Darin befasst sich der Berliner mit dem letzten Tag vor dem Tod. Auf musikalisch dramatische Art und Weise verpackt Grafi diese durchaus schwere Kost. Das Stück kommt dabei vollkommen ohne 808 und Beat aus und hinterlässt zum Ende hin eine fast einschnürende Stille.
„Ich bleibe“ bildet dann das finale Lied und blickt versöhnlich und positiv in die Zukunft. Dabei bereichert der melodisch-verträumte Grundton das Album in Gänze und greift Elemente des ersten Songs auf. So wird ein stilistischer Bogen um „Blüten und Frost“ gespannt.
Produktion mit Luft nach oben
So nah und greifbar die Lyrics und Songs von Grafi auch sind, so wird die Gesamterfahrung von Seiten der Produktion teilweise getrübt. Der Musiker, der seine Songs im DIY-Kontext produziert, programmiert seine Beats und auch das Schlagzeug vollständig.
Besonders bei schnell gespielten Becken sorgt das für störende Geräuschverläufe.
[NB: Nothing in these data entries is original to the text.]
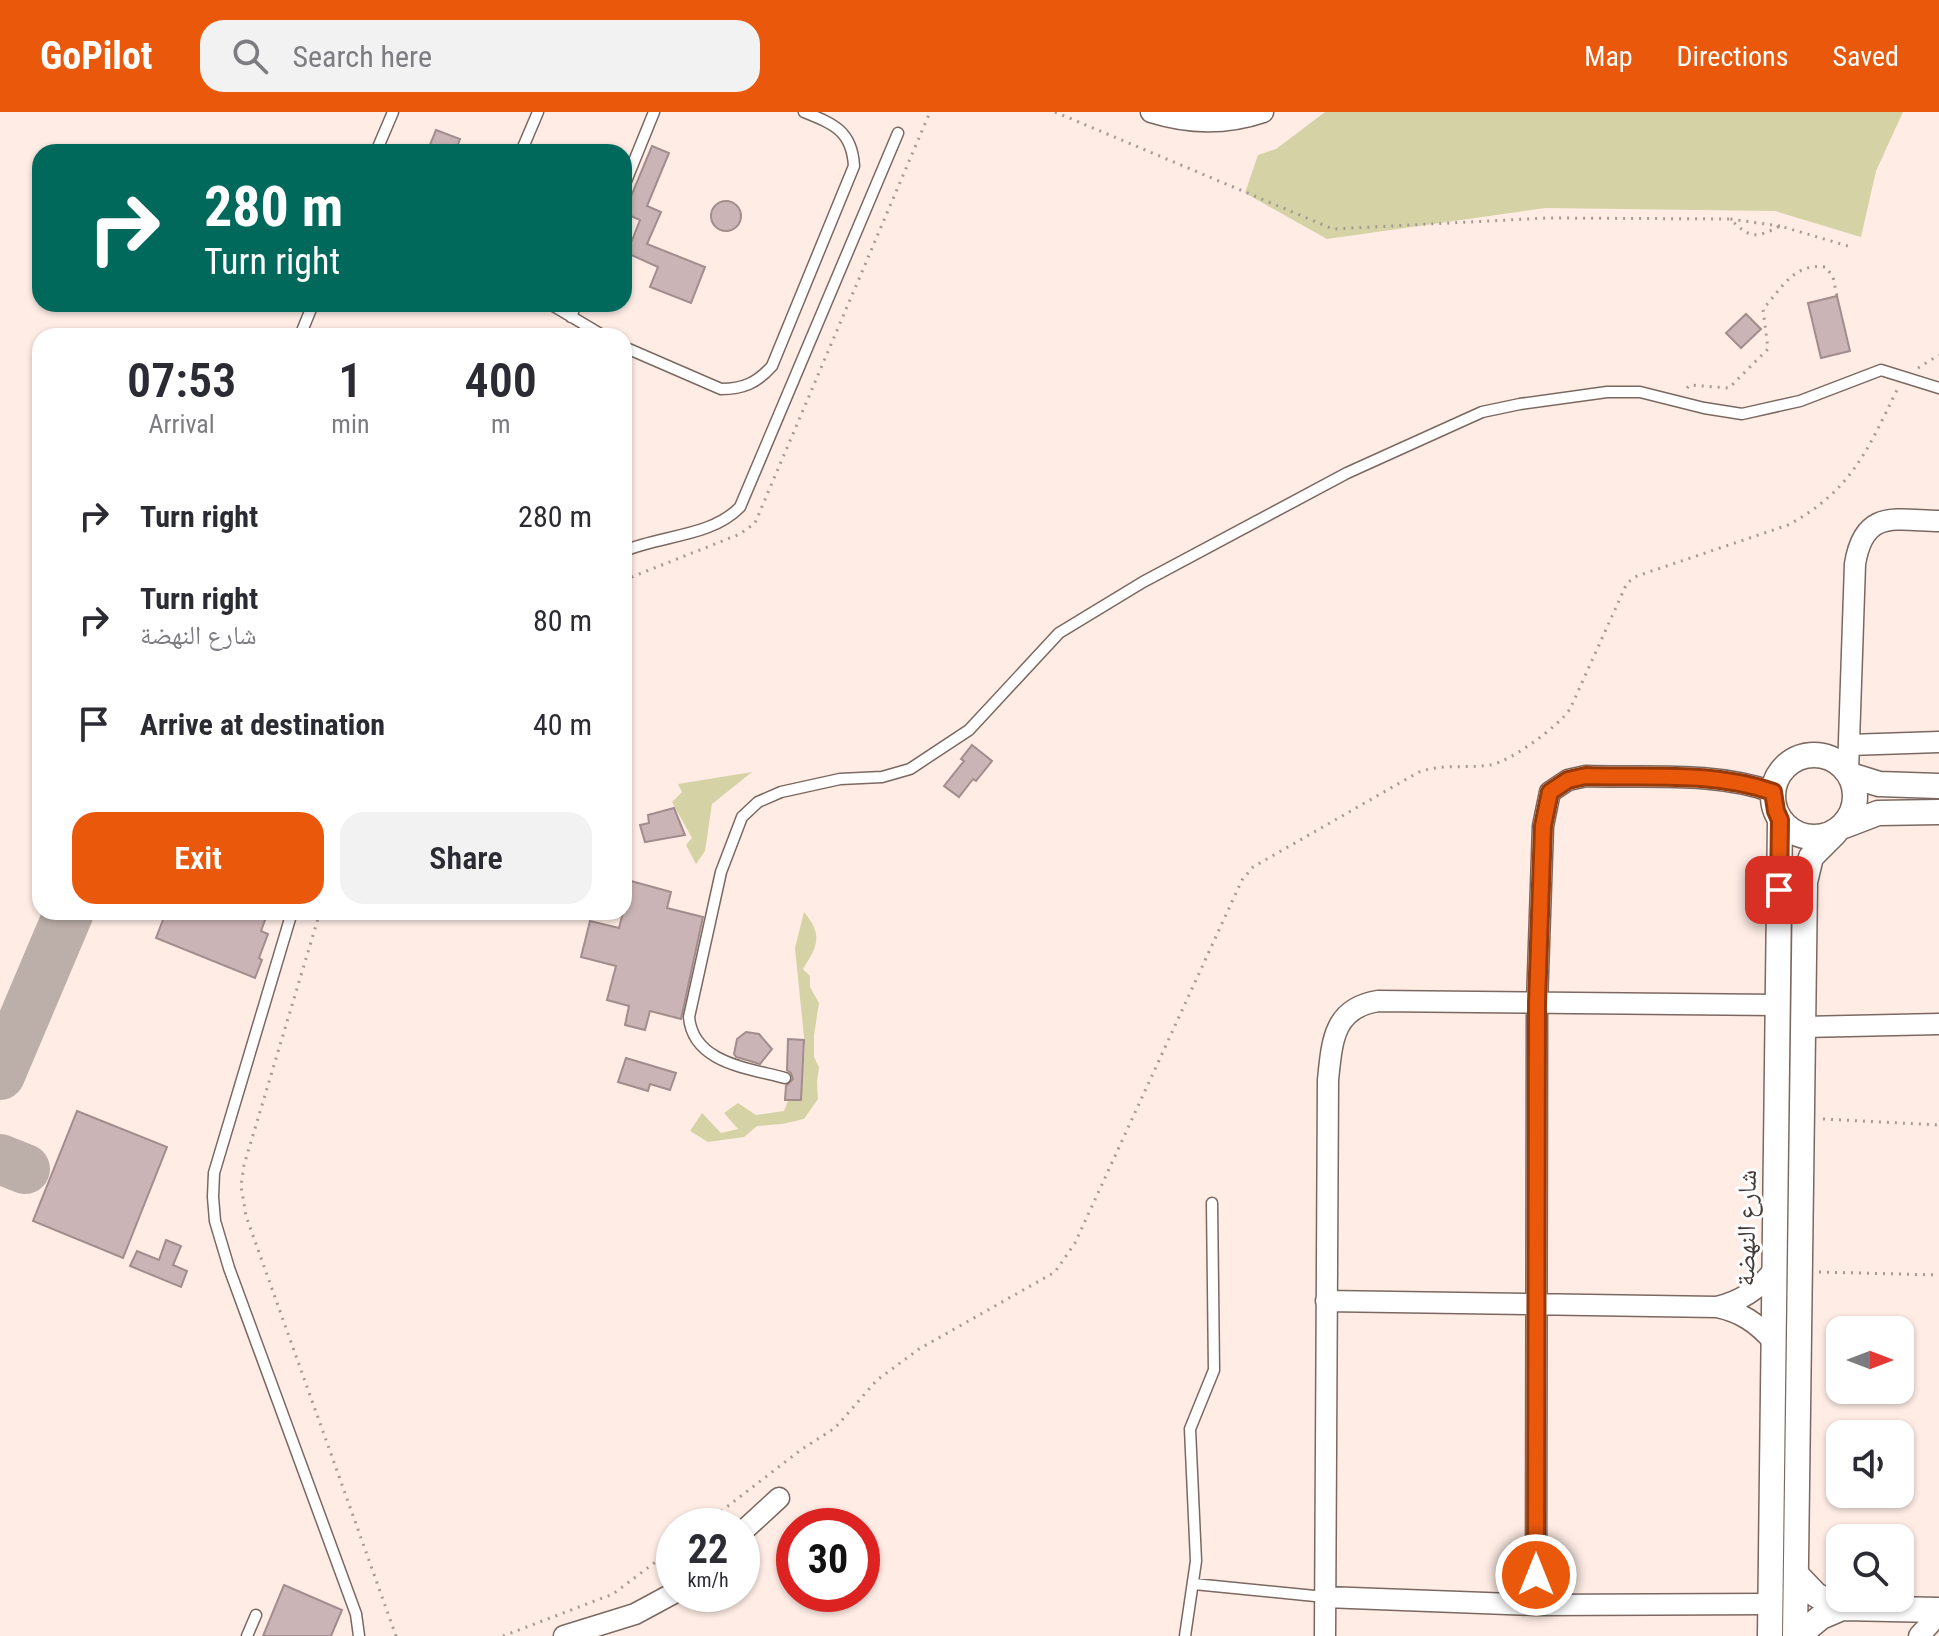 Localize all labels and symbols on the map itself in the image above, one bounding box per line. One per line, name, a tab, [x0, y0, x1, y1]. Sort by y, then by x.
pin	[1745, 856, 1813, 924]
street label: شارع النهضة	[1730, 1169, 1763, 1287]
north arrow	[1826, 1316, 1914, 1404]
speed limit sign: 30	[776, 1508, 880, 1612]
position arrow	[1494, 1533, 1578, 1617]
Dem gesamten Album würde an dieser Stelle durchaus ein Live-Schlagzeug gut tun. Ein weiterer Punkt sind Mixingunterschiede der einzelnen Tracks.
Seien es die Hi-Hat oder die Vocals, zwischen den einzelnen Liedern schwanken die Lautstärken der Instrumente, wodurch ein einheitliches Bild zu Teilen vermisst wird.